What the exercise asks ▸ Which lines in the data below contain the string "Crown"? Show each one.

Given records ▸
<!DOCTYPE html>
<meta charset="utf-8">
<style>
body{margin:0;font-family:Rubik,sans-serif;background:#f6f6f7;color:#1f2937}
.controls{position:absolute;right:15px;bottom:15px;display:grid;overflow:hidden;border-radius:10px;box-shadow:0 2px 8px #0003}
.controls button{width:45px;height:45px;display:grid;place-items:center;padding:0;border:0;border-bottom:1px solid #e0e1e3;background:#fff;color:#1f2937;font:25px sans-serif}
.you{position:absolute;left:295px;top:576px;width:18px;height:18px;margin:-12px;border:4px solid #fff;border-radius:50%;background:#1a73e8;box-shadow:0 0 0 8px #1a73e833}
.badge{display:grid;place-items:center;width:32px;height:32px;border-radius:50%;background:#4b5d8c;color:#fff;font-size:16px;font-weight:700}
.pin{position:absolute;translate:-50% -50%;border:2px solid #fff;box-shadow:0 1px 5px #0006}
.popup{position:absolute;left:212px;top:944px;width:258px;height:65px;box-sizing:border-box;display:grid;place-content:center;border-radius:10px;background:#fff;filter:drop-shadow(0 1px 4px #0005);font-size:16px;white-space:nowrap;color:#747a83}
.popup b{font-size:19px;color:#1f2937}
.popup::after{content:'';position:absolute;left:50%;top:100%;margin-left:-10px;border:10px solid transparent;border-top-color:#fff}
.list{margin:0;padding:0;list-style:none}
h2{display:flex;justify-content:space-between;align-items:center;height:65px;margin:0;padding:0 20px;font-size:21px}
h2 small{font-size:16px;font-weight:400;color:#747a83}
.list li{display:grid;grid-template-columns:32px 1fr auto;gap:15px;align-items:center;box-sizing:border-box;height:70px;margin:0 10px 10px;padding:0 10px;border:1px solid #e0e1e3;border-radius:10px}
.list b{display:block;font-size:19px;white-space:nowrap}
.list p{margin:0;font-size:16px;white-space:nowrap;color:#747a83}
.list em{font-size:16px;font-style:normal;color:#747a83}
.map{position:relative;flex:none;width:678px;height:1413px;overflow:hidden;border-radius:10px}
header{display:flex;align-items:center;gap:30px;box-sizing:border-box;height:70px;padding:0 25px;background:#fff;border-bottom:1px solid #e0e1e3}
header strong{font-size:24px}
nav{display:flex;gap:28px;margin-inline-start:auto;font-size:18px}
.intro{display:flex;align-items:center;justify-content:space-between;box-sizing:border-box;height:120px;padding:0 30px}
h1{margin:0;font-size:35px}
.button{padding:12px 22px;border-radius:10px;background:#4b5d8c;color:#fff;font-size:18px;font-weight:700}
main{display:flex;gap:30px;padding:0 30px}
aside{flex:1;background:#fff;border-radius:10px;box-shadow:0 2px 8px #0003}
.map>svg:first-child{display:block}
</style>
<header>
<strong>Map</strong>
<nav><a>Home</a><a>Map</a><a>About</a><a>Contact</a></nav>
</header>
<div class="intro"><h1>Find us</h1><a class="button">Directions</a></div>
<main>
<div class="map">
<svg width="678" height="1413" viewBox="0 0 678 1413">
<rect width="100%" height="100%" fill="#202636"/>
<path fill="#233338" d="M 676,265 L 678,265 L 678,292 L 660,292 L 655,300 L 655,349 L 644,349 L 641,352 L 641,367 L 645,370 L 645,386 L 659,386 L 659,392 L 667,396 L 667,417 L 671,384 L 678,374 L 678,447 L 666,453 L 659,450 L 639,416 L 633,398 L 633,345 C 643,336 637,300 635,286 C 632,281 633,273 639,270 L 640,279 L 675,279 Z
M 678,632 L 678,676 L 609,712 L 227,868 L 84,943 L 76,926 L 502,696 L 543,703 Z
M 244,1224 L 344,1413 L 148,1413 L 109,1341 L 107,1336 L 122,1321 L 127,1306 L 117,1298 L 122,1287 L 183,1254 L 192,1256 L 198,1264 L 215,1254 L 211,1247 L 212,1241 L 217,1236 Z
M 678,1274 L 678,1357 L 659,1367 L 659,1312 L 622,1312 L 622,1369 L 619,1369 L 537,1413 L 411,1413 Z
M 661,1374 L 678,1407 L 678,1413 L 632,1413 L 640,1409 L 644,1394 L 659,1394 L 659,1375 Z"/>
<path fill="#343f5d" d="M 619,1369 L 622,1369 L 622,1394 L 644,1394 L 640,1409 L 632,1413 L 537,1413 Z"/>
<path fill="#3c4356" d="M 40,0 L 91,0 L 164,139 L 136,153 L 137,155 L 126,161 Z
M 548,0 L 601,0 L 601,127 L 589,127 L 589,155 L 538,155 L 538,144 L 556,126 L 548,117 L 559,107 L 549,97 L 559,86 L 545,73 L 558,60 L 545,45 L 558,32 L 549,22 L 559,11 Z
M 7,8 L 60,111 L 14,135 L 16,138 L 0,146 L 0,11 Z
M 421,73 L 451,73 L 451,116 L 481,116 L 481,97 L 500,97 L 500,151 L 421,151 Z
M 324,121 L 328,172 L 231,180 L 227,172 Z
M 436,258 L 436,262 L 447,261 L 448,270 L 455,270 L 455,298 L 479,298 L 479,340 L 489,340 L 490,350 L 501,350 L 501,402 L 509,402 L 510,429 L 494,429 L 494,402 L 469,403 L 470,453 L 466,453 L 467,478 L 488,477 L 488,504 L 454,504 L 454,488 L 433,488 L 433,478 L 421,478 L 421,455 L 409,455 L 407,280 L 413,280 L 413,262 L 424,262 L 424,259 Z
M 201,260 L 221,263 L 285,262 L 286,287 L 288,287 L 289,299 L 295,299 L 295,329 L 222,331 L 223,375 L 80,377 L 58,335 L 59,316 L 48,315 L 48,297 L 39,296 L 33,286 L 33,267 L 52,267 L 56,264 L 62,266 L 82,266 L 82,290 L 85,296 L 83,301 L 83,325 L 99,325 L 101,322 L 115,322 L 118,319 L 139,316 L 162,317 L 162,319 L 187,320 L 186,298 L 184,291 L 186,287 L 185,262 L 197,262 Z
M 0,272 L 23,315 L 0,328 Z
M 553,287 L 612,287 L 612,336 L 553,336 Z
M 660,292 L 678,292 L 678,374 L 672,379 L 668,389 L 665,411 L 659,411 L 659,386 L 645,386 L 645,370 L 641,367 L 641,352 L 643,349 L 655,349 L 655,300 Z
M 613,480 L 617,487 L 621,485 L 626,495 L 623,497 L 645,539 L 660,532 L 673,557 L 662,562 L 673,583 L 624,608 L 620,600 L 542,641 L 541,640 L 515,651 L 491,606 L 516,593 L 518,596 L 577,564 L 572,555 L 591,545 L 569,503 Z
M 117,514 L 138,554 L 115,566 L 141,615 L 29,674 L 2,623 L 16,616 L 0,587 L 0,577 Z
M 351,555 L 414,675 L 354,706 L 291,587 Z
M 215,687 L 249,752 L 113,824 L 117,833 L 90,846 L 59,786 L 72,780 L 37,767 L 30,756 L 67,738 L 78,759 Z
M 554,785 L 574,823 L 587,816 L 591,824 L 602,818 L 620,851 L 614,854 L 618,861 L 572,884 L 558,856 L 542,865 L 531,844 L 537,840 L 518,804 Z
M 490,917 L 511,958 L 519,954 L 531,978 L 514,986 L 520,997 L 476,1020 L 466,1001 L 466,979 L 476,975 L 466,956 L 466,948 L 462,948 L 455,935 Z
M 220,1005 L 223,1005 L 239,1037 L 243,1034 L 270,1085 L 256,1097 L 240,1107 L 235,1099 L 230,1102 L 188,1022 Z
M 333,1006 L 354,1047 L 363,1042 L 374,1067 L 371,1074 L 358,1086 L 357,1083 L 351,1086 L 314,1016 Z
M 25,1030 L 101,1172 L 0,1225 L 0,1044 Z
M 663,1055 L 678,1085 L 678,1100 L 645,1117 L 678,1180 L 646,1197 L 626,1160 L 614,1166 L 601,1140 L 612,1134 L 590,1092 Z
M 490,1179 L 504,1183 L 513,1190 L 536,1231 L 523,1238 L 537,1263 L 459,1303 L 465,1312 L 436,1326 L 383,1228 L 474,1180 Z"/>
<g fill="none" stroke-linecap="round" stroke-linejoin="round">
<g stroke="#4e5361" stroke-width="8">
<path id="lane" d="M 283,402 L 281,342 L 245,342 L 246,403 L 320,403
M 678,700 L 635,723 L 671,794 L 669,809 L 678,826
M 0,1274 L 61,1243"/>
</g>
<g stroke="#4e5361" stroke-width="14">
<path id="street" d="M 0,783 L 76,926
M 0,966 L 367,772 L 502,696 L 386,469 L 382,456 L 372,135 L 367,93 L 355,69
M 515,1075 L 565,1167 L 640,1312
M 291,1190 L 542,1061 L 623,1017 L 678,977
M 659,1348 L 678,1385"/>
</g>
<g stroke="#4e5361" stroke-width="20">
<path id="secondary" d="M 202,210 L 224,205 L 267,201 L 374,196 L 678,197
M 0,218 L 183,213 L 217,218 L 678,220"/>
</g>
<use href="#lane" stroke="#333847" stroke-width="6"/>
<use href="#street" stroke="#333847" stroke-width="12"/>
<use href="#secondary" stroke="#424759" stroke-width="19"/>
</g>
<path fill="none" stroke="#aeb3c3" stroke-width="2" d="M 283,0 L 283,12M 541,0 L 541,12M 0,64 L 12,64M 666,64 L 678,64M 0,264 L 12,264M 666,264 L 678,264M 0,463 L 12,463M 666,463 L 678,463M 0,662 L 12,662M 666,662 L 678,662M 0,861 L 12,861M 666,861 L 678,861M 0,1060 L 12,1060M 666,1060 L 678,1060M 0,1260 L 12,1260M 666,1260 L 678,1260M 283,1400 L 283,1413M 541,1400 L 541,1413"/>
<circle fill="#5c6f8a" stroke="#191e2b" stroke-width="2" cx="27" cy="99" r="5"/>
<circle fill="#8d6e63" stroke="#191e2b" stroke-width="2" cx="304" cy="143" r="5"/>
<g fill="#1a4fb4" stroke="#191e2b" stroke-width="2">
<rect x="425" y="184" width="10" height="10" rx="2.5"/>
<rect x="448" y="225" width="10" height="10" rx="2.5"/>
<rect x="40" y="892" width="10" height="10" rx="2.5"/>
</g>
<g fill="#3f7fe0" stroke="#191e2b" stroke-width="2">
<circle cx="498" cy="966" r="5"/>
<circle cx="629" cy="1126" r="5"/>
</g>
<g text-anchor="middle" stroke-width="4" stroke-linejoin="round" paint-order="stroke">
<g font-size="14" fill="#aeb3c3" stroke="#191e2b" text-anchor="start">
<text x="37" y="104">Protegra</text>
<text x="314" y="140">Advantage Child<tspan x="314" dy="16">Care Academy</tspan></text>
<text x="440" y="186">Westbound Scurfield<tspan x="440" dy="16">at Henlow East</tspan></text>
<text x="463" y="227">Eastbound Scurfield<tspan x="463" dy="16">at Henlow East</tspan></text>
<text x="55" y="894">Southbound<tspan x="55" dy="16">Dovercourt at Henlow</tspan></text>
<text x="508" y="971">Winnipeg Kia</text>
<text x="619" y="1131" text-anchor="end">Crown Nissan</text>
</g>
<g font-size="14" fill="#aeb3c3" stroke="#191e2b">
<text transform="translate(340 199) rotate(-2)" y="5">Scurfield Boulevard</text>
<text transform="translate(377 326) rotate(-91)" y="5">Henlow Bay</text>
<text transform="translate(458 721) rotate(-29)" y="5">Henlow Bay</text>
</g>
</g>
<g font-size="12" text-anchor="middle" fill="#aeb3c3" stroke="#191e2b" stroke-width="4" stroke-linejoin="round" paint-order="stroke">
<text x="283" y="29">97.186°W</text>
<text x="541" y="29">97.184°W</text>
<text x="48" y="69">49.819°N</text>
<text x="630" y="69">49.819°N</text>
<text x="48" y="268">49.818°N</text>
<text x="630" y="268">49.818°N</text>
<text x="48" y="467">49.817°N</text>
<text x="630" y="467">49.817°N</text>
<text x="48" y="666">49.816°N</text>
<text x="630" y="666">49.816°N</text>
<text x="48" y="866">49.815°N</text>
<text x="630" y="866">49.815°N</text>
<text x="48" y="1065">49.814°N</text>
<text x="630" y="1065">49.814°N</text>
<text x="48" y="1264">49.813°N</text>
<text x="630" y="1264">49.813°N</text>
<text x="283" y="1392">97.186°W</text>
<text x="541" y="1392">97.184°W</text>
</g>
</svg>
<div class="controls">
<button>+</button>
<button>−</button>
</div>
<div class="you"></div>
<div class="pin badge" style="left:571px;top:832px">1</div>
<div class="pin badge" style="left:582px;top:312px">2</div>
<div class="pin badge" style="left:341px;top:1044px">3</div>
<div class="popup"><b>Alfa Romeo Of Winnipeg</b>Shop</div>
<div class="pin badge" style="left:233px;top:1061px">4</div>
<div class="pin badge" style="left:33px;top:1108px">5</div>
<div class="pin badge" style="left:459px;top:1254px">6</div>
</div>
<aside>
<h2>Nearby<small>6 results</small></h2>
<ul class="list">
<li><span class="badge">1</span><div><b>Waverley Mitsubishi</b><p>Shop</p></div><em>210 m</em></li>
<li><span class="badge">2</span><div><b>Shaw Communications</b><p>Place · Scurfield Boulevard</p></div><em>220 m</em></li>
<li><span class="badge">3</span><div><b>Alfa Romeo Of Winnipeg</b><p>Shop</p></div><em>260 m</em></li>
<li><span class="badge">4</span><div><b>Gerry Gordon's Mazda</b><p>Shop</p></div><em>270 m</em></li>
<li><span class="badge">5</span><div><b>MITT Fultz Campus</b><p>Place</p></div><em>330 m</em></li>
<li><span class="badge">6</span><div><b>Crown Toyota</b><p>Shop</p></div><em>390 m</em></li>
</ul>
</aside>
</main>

Written answer ▸
<text x="619" y="1131" text-anchor="end">Crown Nissan</text>
<li><span class="badge">6</span><div><b>Crown Toyota</b><p>Shop</p></div><em>390 m</em></li>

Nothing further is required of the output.